BEGIN DATA FOR THIS EXERCISE
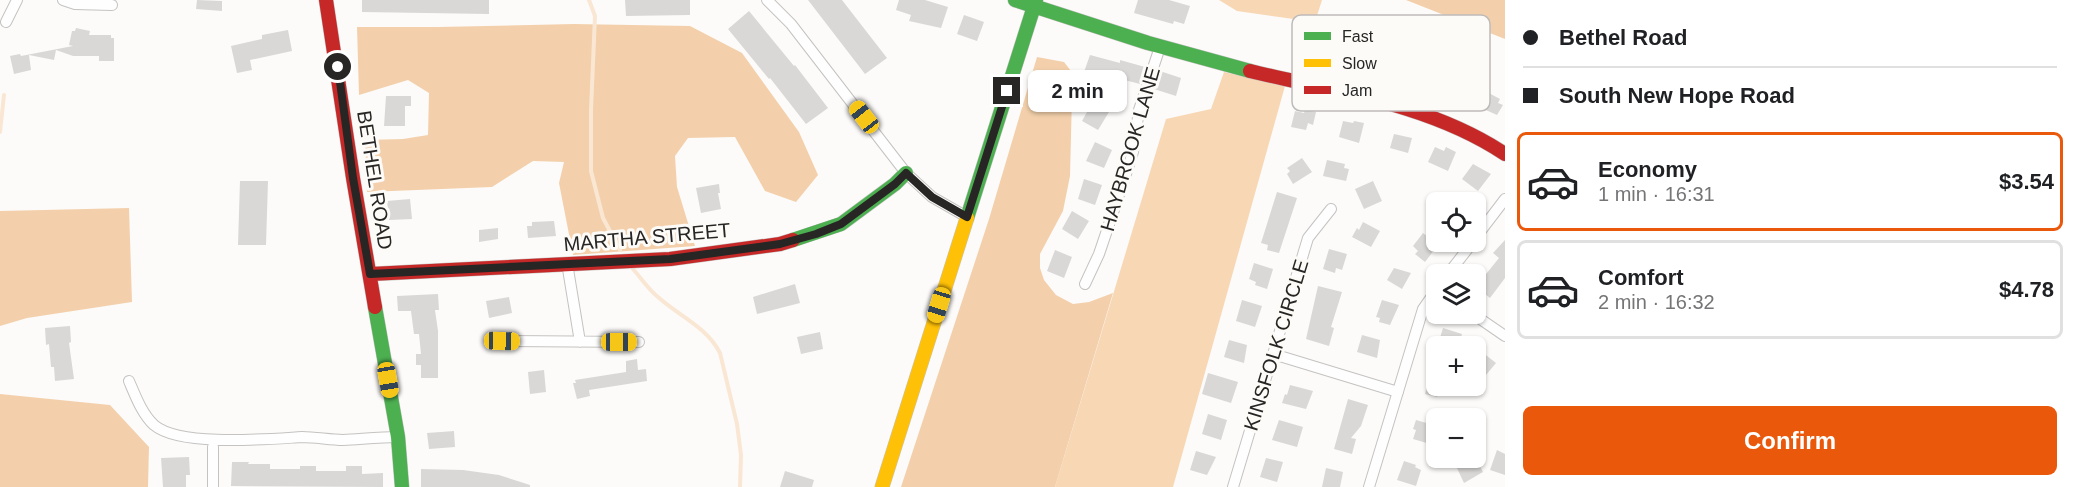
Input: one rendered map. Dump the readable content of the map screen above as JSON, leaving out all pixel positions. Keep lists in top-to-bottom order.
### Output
{
  "streets": {
    "street": [
      "HAYBROOK LANE",
      "BETHEL ROAD",
      "MARTHA STREET",
      "KINSFOLK CIRCLE"
    ]
  },
  "crossings": [
    ["BETHEL ROAD", "MARTHA STREET"]
  ],
  "legend": ["Fast", "Slow", "Jam"],
  "page": {
    "banner": ["Bethel Road", "South New Hope Road"],
    "bubble": "2 min",
    "list": [
      {
        "name": "Economy",
        "note": "1 min · 16:31",
        "value": "$3.54"
      },
      {
        "name": "Comfort",
        "note": "2 min · 16:32",
        "value": "$4.78"
      }
    ],
    "map_buttons": ["+", "−"],
    "buttons": "Confirm"
  }
}
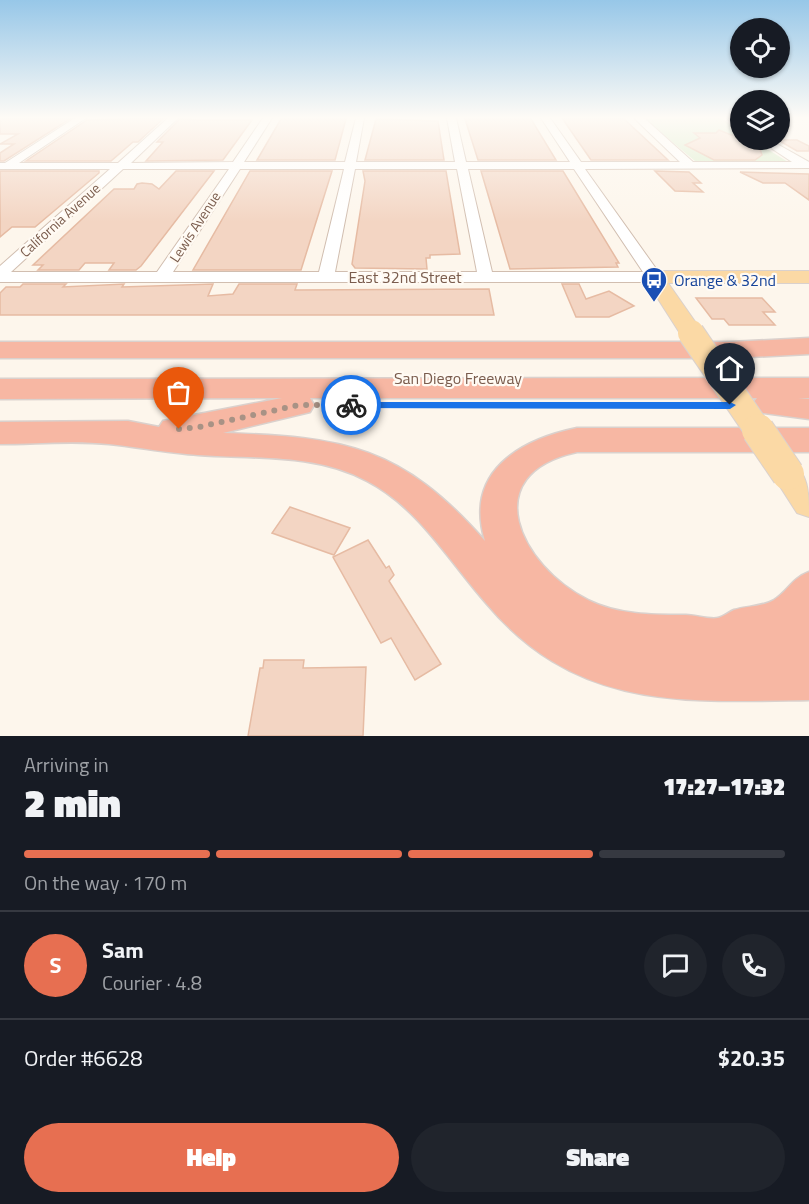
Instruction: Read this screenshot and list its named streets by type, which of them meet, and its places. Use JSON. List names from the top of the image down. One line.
END DATA FOR THIS EXERCISE
TASK TO CARRY OUT —
Without the pictures, repeat every record above exactly as written.

ANSWER TO THIS TASK —
Input: one rendered map. Dump the readable content of the map screen above as JSON, leaving out all pixel positions. Keep lists in top-to-bottom order.
### Output
{
  "streets": {
    "street": [
      "HAYBROOK LANE",
      "BETHEL ROAD",
      "MARTHA STREET",
      "KINSFOLK CIRCLE"
    ]
  },
  "crossings": [
    ["BETHEL ROAD", "MARTHA STREET"]
  ],
  "legend": ["Fast", "Slow", "Jam"],
  "page": {
    "banner": ["Bethel Road", "South New Hope Road"],
    "bubble": "2 min",
    "list": [
      {
        "name": "Economy",
        "note": "1 min · 16:31",
        "value": "$3.54"
      },
      {
        "name": "Comfort",
        "note": "2 min · 16:32",
        "value": "$4.78"
      }
    ],
    "map_buttons": ["+", "−"],
    "buttons": "Confirm"
  }
}
Instruction: Read this screenshot and list its named streets by type, which of them meet, and its places. Use JSON. List names from the top of the image down. One line.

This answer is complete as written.